##### Extracted entries #####
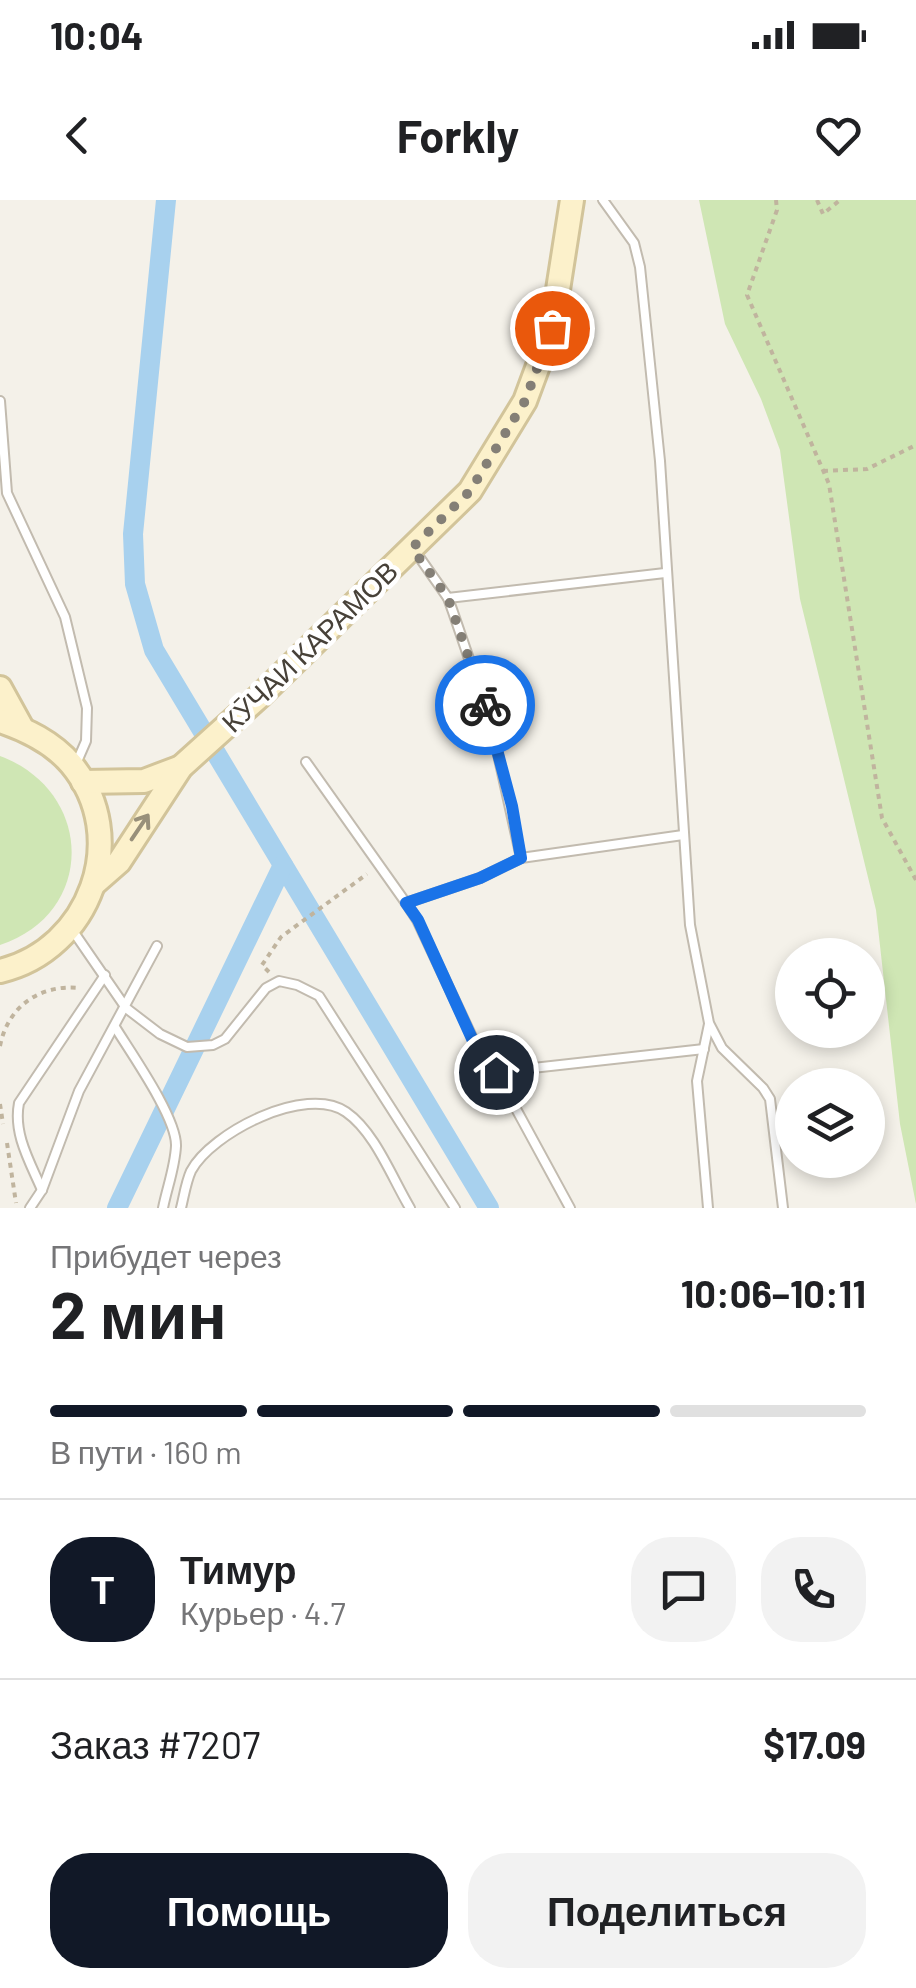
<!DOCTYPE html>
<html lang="ru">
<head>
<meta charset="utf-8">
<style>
	:root { --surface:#fff; --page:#f2f2f2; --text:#202124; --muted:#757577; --line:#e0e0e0; --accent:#111827 }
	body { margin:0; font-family:Barlow,sans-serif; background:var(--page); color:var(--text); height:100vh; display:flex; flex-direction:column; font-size:38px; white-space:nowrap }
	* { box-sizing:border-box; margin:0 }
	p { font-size:32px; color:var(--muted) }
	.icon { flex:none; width:55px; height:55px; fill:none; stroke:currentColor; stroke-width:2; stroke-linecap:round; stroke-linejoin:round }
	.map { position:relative; height:1008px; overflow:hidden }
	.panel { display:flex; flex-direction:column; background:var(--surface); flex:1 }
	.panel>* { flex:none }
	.controls { position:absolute; left:775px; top:738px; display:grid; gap:20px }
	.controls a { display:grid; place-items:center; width:110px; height:110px; border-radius:50%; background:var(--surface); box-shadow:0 5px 15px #0003; font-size:50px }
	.pin { position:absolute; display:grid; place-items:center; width:85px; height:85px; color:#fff; margin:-42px; border:5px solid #fff; border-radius:50%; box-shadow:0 2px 10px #0007 }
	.courier { position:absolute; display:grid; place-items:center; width:100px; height:100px; margin:-50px; border:8px solid #1a73e8; border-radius:50%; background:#fff; color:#222; box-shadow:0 2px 12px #0007 }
	.summary em { font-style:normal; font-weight:700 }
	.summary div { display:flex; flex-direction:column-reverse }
	.summary { display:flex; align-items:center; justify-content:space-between; height:170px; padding:0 50px }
	h1 { font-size:65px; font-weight:700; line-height:75px }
	.bar { display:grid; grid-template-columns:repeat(4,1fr); gap:15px 10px; align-content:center; height:120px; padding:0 50px }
	.bar i { height:12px; border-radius:8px; background:var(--line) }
	.bar .on { background:var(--accent) }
	.bar p { grid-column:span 4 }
	.line { display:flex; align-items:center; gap:25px; padding:0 50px; border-top:2px solid var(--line) }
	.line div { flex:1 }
	.round { display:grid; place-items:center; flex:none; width:105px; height:105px; border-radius:40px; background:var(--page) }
	.cta { display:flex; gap:20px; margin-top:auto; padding:20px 50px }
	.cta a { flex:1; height:115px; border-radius:40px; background:var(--accent); color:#fff; font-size:40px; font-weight:700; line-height:115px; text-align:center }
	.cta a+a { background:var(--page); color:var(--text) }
	.status { display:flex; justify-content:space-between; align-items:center; height:70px; padding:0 50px; background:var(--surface); direction:ltr }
	.status svg { height:28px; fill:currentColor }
	header { display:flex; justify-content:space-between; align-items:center; height:130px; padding:0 50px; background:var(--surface); font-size:45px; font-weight:700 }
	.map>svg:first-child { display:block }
	.green { fill:#cfe6b4 }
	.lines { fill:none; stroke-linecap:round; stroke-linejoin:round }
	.canal { stroke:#a8d1ee; stroke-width:20 }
	.lane-casing { stroke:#c2bbaf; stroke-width:12 }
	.secondary-casing { stroke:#d2c49a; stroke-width:28 }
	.path { stroke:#c0b49e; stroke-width:4; stroke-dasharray:5 5; stroke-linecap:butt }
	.lane { stroke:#fff; stroke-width:8 }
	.secondary { stroke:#fcf1cb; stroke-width:22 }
	.oneway { stroke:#98907a }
	.done { stroke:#847f76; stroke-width:10; stroke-dasharray:0 18 }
	.route { stroke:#1a73e8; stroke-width:12 }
	.labels { text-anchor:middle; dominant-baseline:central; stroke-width:9; stroke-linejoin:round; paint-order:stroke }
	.street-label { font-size:28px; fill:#474138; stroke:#fff }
</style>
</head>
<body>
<div class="status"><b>10:04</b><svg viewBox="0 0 49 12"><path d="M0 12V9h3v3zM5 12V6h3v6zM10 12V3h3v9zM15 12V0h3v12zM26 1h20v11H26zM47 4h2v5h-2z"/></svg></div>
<header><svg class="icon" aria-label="back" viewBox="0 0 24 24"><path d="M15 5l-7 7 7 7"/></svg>Forkly<svg class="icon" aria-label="heart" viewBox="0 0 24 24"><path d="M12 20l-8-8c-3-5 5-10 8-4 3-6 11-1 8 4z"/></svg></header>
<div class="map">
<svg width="916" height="1008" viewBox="0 0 916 1008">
	<rect width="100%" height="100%" fill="#f4f1e9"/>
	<g class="green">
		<path d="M699 0H916V1004L900 924 876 710 800 399 780 250 761 199 725 124Z"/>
		<path d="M0 556C94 591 97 713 0 745Z"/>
	</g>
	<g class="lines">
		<g class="canal">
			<path d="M166 0 133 334 135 384 154 450 489 1008"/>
			<path d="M117 1008 283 665"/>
		</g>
		<g class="lane-casing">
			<g id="lane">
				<path d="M603 0 634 43 640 67 660 261 690 725 709 823 722 848 763 888 770 899 783 1008"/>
				<path d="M0 201 7 293 65 417 87 508 86 541 76 564"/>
				<path d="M415 351 448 398 453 412 491 523 521 658 683 635"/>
				<path d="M448 398 665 373"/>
				<path d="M306 562 406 703"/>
				<path d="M521 658 480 678 406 703 417 720 475 843 496 872 570 1008"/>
				<path d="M73 731 126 808 160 834 187 847 213 845 225 839 266 788 279 781 297 785 319 796 455 1008"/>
				<path d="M115 827C131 853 177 918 176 946 175 967 167 988 163 1008"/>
				<path d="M496 872 704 849"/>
				<path d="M42 990C30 962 13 934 19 903L105 775"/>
				<path d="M30 1008 42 990 79 891 157 746"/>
				<path d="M181 1008C184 996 186 982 191 971 211 933 306 884 346 912 375 932 392 978 410 1008"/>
				<path d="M708 1008 697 881 709 824"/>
			</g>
		</g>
		<g class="secondary-casing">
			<g id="secondary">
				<path d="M0 488 22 528"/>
				<path d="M0 521C27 530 52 542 71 564 132 637 90 750 0 771"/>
				<path d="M83 582 144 581 181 567"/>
				<path d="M95 683 119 662 181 567 261 495 470 291 525 201 552 128 572 0"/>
			</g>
		</g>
		<g class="path">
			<path d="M776 0 777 10 747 95 829 284 882 618 916 680"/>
			<path d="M817 0 823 14 840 0"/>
			<path d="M823 271 867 269 916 245"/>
			<path d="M269 772 262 765 281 737 367 674"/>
			<path d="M0 846C8 806 40 784 80 788"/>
			<path d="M0 904 3 924"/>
			<path d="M7 943 16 1003"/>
		</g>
		<use href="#lane" class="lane"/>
		<use href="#secondary" class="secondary"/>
	</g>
	<defs><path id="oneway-shaft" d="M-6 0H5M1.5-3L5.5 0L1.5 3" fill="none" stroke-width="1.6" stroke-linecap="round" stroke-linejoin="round" transform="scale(2.5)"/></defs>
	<use class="oneway" href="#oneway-shaft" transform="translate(140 627) rotate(-56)"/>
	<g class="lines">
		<path class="done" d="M485 505 448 398 412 348 470 291 525 201 552 128"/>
		<path class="route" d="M485 505 512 606 521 658 480 678 406 703 418 720 474 843 496 872"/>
	</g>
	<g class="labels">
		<g class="street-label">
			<text transform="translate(309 446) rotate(-44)">КӮЧАИ КАРАМОВ</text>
		</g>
	</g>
</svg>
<div class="controls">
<a><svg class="icon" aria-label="locate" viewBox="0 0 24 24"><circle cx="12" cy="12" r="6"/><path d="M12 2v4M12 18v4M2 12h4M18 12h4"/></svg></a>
<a><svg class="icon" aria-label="layers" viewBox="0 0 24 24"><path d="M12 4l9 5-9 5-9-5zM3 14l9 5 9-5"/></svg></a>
</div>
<div class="pin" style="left:552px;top:128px;background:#ea580c"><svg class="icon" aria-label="bag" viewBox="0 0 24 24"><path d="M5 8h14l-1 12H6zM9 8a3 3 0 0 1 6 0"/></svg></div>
<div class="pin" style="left:496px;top:872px;background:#1f2937"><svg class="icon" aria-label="home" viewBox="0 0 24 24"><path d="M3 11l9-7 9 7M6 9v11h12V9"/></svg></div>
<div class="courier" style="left:485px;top:505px"><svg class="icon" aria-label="bike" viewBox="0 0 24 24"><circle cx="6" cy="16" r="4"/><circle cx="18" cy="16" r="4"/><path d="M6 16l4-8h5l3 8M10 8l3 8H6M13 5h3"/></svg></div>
</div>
<section class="panel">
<div class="summary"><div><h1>2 мин</h1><p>Прибудет через</p></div><em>10:06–10:11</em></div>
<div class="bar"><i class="on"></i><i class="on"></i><i class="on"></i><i></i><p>В пути · 160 m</p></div>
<div class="line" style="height:180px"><b class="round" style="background:var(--accent);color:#fff">Т</b><div><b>Тимур</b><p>Курьер · 4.7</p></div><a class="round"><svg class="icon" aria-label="chat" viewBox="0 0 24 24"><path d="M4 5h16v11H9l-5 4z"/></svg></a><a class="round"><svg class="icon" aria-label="phone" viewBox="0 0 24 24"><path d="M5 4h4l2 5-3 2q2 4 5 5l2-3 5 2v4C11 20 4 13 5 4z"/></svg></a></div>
<div class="line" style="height:130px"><div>Заказ #7207</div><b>$17.09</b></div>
<div class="cta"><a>Помощь</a><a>Поделиться</a></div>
</section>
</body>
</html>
#####
**Task objective**
Copy every line of the records above that holds the word "body".

**Answer to the problem**
	body { margin:0; font-family:Barlow,sans-serif; background:var(--page); color:var(--text); height:100vh; display:flex; flex-direction:column; font-size:38px; white-space:nowrap }
<body>
</body>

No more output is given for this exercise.